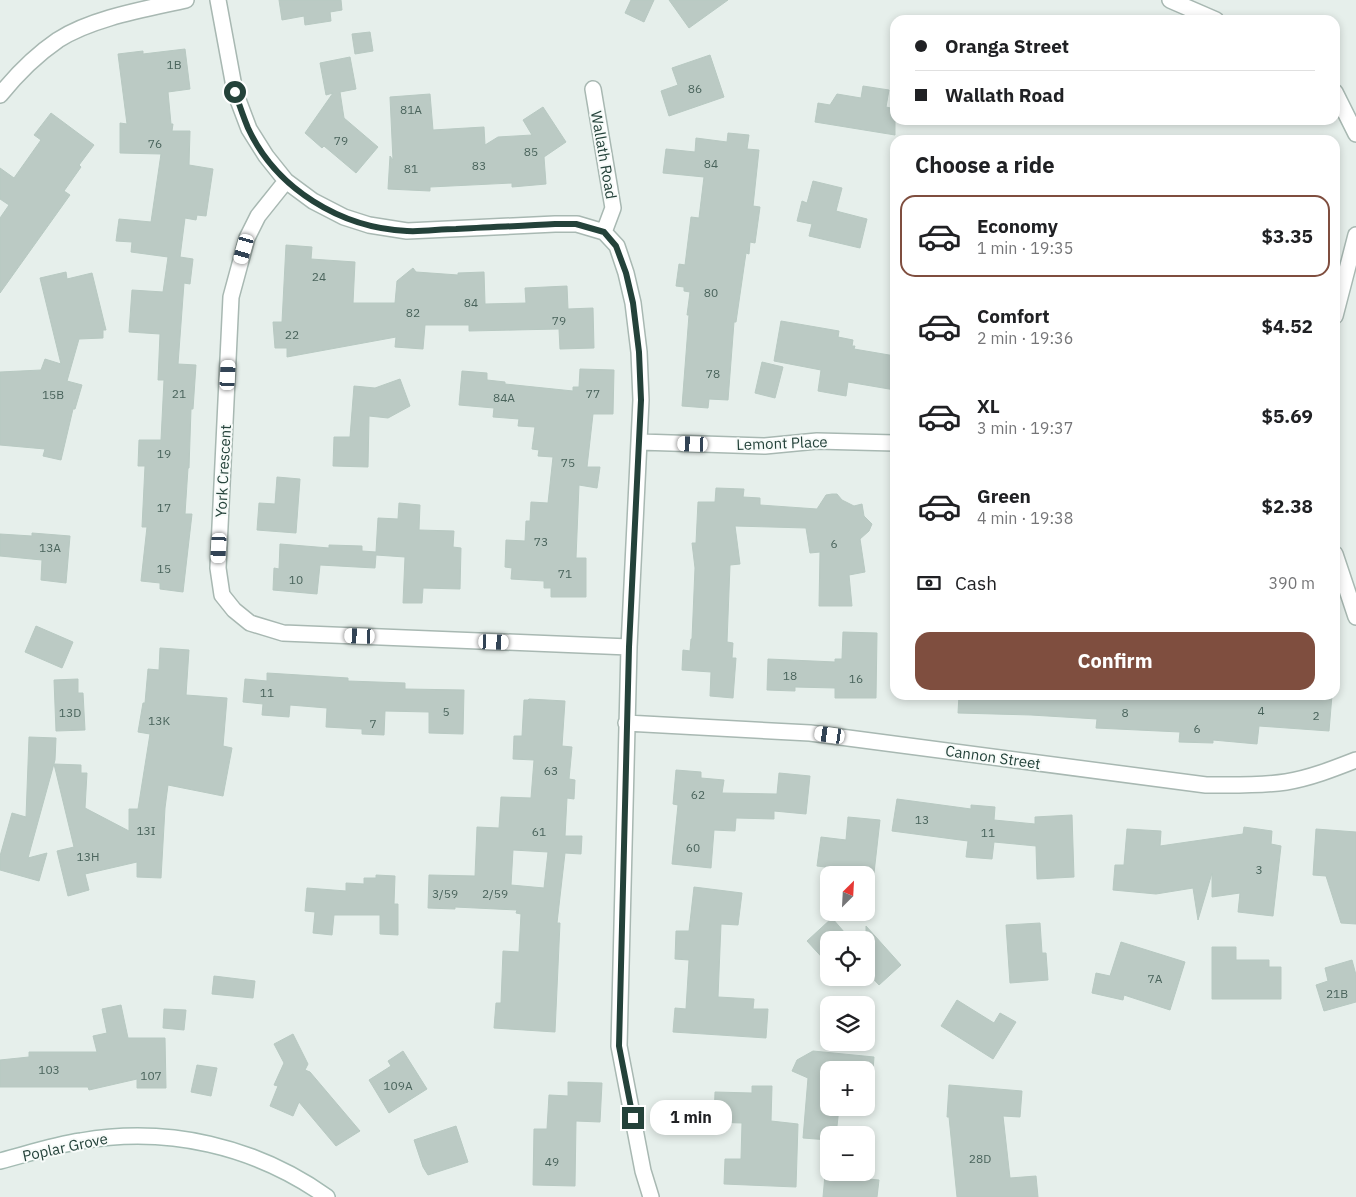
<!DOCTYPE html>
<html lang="en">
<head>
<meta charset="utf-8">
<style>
	:root { --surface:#fff; --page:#f6f6f6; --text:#202124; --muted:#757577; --line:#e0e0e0; --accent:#7f4e3f }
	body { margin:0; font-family:"IBM Plex Sans",sans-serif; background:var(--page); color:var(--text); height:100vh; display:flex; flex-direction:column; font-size:19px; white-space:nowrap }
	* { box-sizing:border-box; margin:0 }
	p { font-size:16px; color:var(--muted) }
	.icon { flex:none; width:28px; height:28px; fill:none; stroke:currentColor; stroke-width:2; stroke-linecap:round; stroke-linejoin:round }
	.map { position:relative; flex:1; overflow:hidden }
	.drawer { position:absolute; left:890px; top:135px; width:450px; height:565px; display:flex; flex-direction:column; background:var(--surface); border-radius:15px; box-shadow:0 2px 8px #0003 }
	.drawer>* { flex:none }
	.hud { position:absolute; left:890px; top:15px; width:450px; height:110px; border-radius:15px; box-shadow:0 2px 8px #0003; display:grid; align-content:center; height:110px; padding:0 25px; background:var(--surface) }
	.needle { width:32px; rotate:24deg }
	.fabs { position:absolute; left:820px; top:866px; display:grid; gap:10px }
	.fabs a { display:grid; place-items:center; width:55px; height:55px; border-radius:10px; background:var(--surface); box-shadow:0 2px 8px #0003; font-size:25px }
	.end { position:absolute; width:22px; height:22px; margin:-11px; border:6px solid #24423a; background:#fff; box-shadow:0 0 0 2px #fff }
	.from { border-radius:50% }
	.bubble { position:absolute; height:35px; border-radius:15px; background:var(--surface); box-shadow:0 2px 8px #0003; font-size:16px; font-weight:700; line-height:35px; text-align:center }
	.car { position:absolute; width:15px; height:30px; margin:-15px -8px; border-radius:6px; box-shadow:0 0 4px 1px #0007; background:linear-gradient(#fff 24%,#345 0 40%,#fff 0 76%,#345 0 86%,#fff 0) }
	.hud b { display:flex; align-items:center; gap:18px; height:48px; font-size:19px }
	.hud b+b { border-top:1px solid var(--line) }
	.hud i { width:12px; height:12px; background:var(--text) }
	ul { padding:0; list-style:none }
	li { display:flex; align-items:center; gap:15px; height:82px; margin:0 10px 8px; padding:0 15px; border:2px solid transparent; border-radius:15px }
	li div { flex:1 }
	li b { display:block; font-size:19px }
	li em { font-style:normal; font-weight:700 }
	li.on { border-color:var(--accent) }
	li>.icon { width:45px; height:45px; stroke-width:1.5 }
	h2 { padding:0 25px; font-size:22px; line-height:60px }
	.pay { display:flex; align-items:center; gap:12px; height:55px; padding:0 25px; font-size:19px }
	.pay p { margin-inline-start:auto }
	.primary-button { display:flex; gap:10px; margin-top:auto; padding:10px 25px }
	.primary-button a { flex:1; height:58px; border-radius:15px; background:var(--accent); color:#fff; font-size:20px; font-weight:700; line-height:58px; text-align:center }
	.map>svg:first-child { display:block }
</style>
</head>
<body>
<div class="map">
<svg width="1356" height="1197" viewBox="0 0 1356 1197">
	<rect width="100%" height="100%" fill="#e6efeb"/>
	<path fill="#bbcac4" stroke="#b8c9c2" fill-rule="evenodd" d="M279,0H341L342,10L330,12L331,21L305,25L304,16L282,20Z
		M631,0H654L644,22L625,13Z
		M669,0H728L689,28Z
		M370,32L373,51L355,54L352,34Z
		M185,49L190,89L168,92L171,124H173L172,131H190L189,165L213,169L206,216L197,215L196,220L185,218L180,257L193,259L190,284L184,283L178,364L196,365L193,409H191L189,468H188L185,514H192L183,592L160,589V583L141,581L147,527H142L145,466H138L139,440H161L164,380H158L160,334L129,332L132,290L163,292L168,257L131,252L132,242L116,241L119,219L151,222L161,154L120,153V123L127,124L118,54L143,51V54Z
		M710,55L724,97L669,116L661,91L678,85L672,68Z
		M350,57L356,89L340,92L344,118L378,147L356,173L324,146L322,148L305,133L333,93L326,95L320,63Z
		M863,86L889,90L886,107L895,109V135L815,122L818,103L830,105L837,94L861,98Z
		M430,94L433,130L484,127L485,145L498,137L532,135L523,120L543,107L566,142L544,157L546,184L512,187V183L430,187V191L388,189L390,156L393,160L390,97Z
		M51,113L94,145L79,165L81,167L64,191L70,195L0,293V218L9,205L0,199V168L14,178L41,140L34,135Z
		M728,133L749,135L747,149L759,150L753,206L760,207L755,243L750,242L749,254L746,253L736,322H734L728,400L709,399L708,408L682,406L689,315H687L690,292L684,291V287L676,286L679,264L685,265L691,217L699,218L704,177L663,173L666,149L695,152L696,138L727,142Z
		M813,181L842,188L836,211L867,219L860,248L809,236L812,224L797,221L802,201L807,203Z
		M286,245L312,247L311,259L355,262L353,303H395L397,281L413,268L416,272L458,275V273L484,272L485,304L526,303L525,288L567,286L568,309L593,308L594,348L560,349L559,329L469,331V325H425L423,349L395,347L396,337L287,357V348H275L273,322H282Z
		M66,272L67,279L92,273L106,330H103V338L79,339L67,381L82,385L75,409H73L61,460L43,456L45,449L0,445V372L41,370L45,359L61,364L40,278Z
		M781,321L839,331L838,337L853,340L852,346H855L854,349L895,356V390L848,382L846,396L818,391L821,370L774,361Z
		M762,362L783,367L775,398L755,393Z
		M580,369L614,370L613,414H593L587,467H600L597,488L579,485L576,558H586V597H551V588H544V581L511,579L512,568L505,567L506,540L525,541L526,521H530L531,502L548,503L553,457L538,456L539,450L532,449L535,427L518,426L519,419L493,417L494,408L459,405L462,371L487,373V380L505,382V384L573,391V387H579Z
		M400,379L410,406L388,418L369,416L368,467L333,466L334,437H350L354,386L375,388Z
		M277,477L300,479L296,533L257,530L259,503L275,504Z
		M716,488L744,489L743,497L760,498V505L817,509L826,495L832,494H837L842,500L854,506L862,504L864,516L872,524L869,531L860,539L865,572L849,575L852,606H819L820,552L810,553L806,528L735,526L740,564L730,565L727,642L733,643L732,658H736L733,698L710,696L711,672L682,670L683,650L690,651L691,639H692L695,568L692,543H696L698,502H715Z
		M399,503L420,505L419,530L454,531L453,547L461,548L460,589L423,588L422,603H403L405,557L376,555L375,568L320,565L317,594L273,590L274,568L279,569L280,544L329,548V545L362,546V551L376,552L378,518L398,519Z
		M32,533L70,536L66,583L41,580L42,560L0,556V534L32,536Z
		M36,626L73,642L62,668L25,652Z
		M843,632L877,633L876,698H835V688L795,687V691L767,690L768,659L835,662V659H842Z
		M160,648L189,650L186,695L227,698L223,746L232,748L223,796L168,785L165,808L161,878L137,877V862L85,874L89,890L68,896L57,851L74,847L54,764L81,765V773H87L85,808L129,831V809H138L150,734L138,732L143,703H145L148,669L159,670Z
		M267,673L348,678V681L405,683V689L464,690L463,734L429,733V712L385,711L384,735L362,734V729L326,727L327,708L290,705L289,717L262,715L263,704L243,702L245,679L267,681Z
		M78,679V693H83L85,730L56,731L54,680Z
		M959,695L1139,696L1332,695L1329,731L1259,726L1257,744L1213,740V743L1179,742L1180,732L1096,728L1097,719L1031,715L958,713Z
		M529,699L565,701L562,746L572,747L569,779L575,780L574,799L567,798L565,836H582L581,854L565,853L557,923H560L555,1032L494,1028L496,1003H501L503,951L519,952L521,914L516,913L517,910L455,907V909L428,908L429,875L475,876L477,827L499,828L501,797L531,798L534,760L513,759L514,736H522L524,700H528ZM513,850L548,852L544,888L511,885Z
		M29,737L56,738L55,760L28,858L47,853L39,881L0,870V856L12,813L26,817Z
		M676,770L701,772V778L724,780L722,793L777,794L779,773L810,776L806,814L774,811V819L736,818L735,831L714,830L711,868L672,864L678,805L673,804Z
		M897,799L971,809V805L995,807L994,820L1035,824V817L1072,815L1074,877L1037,879L1036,846L994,842L992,859L966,857L968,841L892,831Z
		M848,817L880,820L874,873L817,866L821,837L846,840Z
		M1244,827L1272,831L1271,844L1281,846L1273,916L1238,912L1240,893L1212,897V873L1198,920L1193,888L1156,894L1113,890L1115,865H1124L1127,829L1161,831L1160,846L1243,834Z
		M1316,829L1356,832V924L1341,923L1326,876L1313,875Z
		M376,875L395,876L394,904H398V935L380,934V915H334L332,935L313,933L315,912L305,911L307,888L346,891V883L364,884V878H376Z
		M694,887L742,893L738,925L721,924L718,997L754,999L753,1009H768L766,1038L673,1032L675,1008L686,1009L689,960L675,959L676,931H689Z
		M832,918L851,940H829V965L807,941Z
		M1040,923L1042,953H1046L1048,980L1010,983L1006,925Z
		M866,926L901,965L879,985L866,971Z
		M1121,942L1185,962L1170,1010L1124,995L1123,1000L1092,993L1096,973L1110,976Z
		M1212,947H1236V960H1269V967H1281V999H1212Z
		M1352,960L1356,975V1002L1324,1011L1316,985L1328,981L1325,968Z
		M214,976L255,981L253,998L212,994Z
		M957,1000L994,1023L1000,1013L1016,1022L993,1059L941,1026Z
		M121,1005L128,1038H165L166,1088H137V1079L89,1090L88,1087H0V1060L29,1057V1052H97L93,1036L107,1033L102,1009Z
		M164,1009L186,1010L184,1030L163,1028Z
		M293,1034L308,1064L305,1070L310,1072L360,1131L336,1146L299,1102L293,1116L270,1106L278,1086L274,1085L284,1063L274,1044Z
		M403,1051L427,1089L389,1113L369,1080L391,1066L388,1061Z
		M813,1051L874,1057L873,1070H829V1108H839L836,1135H829V1140L803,1138L808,1078L792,1071L797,1060Z
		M197,1065L217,1068L211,1096L191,1092Z
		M568,1082L602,1083L600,1122L576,1121L575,1186L533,1185L534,1129H547L549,1095L568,1096Z
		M949,1085L1022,1091L1020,1117L1003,1116L1010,1178L1036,1176L1038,1197H957L949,1117H947Z
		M752,1086H772L771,1121L798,1124L796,1187L724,1184L725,1159H741L742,1123L714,1122L715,1092L752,1093Z
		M456,1126L468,1162L428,1175L423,1167L414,1140Z
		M825,1175L879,1180L877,1197H823Z"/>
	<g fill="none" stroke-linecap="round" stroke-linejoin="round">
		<g stroke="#a8b8b2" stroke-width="18">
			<path id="street" d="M218,0L235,92L249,129L266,156L286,181L313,201L344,217L369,225L407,231L555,224H577L604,232
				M1170,0L1216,20
				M593,89L613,208L604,232L617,246L626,273L633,303L639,352L641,400L629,647L619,1046L643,1171L651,1197
				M1335,92L1356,134
				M0,95C17,74 36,55 58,40C92,18 146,9 186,0
				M286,181L258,216L247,238L231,297L218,568L222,595L234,610L250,623L283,633L629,647
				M1335,316L1356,235
				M640,442L765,446L817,441L895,443
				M1335,554L1356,617
				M626,723L810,733L1206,785C1233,785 1259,786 1286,782C1310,778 1333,769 1356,760"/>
		</g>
		<g stroke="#a4bbb3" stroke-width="18">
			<path id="secondary" d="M0,1161C27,1154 54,1145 81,1141C168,1126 255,1146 327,1197"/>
		</g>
		<use href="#street" stroke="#fff" stroke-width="15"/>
		<use href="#secondary" stroke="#fff" stroke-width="15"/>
	</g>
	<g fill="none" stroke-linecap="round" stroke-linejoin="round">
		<path stroke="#24423a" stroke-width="6" d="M235,92C239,104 243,116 248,128C276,189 341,228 407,231C423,232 440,229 456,229C489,227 522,226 555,224H576L604,232L616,246L626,273L633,303L639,352L641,400L629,647L619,1046L633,1118"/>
	</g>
	<g text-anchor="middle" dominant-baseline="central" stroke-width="4" stroke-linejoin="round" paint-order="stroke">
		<g font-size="12" fill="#4a645c">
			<text x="174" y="64">1B</text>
			<text x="695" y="88">86</text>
			<text x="411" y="109">81A</text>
			<text x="341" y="140">79</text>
			<text x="155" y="143">76</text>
			<text x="531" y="151">85</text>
			<text x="711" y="163">84</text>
			<text x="479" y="165">83</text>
			<text x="411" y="168">81</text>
			<text x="319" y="276">24</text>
			<text x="711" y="292">80</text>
			<text x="471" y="302">84</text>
			<text x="413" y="312">82</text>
			<text x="559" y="320">79</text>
			<text x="292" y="334">22</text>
			<text x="713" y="373">78</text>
			<text x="179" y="393">21</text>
			<text x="593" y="393">77</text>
			<text x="53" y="394">15B</text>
			<text x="504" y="397">84A</text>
			<text x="164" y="453">19</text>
			<text x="568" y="462">75</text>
			<text x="164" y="507">17</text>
			<text x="541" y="541">73</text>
			<text x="834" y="543">6</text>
			<text x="50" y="547">13A</text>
			<text x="164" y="568">15</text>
			<text x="565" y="573">71</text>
			<text x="296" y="579">10</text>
			<text x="790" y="675">18</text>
			<text x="856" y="678">16</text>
			<text x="267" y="692">11</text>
			<text x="1261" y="710">4</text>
			<text x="446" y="711">5</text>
			<text x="70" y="712">13D</text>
			<text x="1125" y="712">8</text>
			<text x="1316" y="715">2</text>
			<text x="159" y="720">13K</text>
			<text x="373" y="723">7</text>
			<text x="1197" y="728">6</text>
			<text x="551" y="770">63</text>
			<text x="698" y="794">62</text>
			<text x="922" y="819">13</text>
			<text x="146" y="830">13I</text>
			<text x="539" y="831">61</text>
			<text x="988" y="832">11</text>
			<text x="693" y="847">60</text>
			<text x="88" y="856">13H</text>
			<text x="1259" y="869">3</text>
			<text x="445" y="893">3/59</text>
			<text x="495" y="893">2/59</text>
			<text x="1155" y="978">7A</text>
			<text x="1337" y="993">21B</text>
			<text x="49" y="1069">103</text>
			<text x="151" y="1075">107</text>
			<text x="398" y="1085">109A</text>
			<text x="980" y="1158">28D</text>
			<text x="552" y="1161">49</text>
		</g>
		<g font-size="15" fill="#24423a" stroke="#f7fbf9">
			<text transform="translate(604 155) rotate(80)">Wallath Road</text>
			<text transform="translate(782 443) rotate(-2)">Lemont Place</text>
			<text transform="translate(223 471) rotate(-87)">York Crescent</text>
			<text transform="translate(993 757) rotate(8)">Cannon Street</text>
			<text transform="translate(65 1147) rotate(-12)">Poplar Grove</text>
		</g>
	</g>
</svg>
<div class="fabs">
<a><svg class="needle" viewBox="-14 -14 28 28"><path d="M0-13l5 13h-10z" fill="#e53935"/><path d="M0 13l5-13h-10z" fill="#757577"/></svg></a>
<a><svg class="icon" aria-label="locate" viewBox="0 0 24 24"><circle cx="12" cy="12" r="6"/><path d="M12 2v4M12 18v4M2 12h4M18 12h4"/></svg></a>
<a><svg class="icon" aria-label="layers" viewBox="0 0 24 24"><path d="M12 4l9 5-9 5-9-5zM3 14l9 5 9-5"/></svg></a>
<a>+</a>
<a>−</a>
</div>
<i class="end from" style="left:235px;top:92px"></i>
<i class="end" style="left:633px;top:1118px"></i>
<div class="bubble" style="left:650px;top:1100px;width:82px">1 min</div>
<i class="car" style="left:244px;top:249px;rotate:196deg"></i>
<i class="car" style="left:228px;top:375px;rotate:3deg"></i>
<i class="car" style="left:693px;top:444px;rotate:272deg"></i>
<i class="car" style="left:219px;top:548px;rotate:183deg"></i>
<i class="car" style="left:360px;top:636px;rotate:272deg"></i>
<i class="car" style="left:494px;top:642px;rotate:92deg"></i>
<i class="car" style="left:830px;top:735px;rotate:278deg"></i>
<div class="hud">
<b><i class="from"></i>Oranga Street</b>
<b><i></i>Wallath Road</b>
</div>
<section class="drawer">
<h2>Choose a ride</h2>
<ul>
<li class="on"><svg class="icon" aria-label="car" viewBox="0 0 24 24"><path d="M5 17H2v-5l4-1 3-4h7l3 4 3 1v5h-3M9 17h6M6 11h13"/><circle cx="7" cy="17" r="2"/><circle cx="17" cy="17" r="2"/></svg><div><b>Economy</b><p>1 min · 19:35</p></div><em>$3.35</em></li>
<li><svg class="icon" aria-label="car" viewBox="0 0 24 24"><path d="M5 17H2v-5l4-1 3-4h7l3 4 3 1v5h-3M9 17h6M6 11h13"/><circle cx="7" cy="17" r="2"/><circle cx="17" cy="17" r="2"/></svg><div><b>Comfort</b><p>2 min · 19:36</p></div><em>$4.52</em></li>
<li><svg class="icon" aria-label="car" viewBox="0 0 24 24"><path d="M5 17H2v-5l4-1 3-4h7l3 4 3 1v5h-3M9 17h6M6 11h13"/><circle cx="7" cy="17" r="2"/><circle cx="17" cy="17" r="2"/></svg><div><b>XL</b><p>3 min · 19:37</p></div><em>$5.69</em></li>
<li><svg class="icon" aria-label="car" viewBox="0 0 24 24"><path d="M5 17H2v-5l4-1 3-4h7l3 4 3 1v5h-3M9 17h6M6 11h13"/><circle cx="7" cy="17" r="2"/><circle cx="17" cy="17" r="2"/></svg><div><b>Green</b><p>4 min · 19:38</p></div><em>$2.38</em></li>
</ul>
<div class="pay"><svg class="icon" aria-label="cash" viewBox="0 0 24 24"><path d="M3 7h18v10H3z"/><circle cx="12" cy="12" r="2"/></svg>Cash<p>390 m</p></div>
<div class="primary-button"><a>Confirm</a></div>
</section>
</div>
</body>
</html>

_Directions for this task_. The count of lines above that include the string "shadow" is the sole expected answer.

_Exercise response_. 6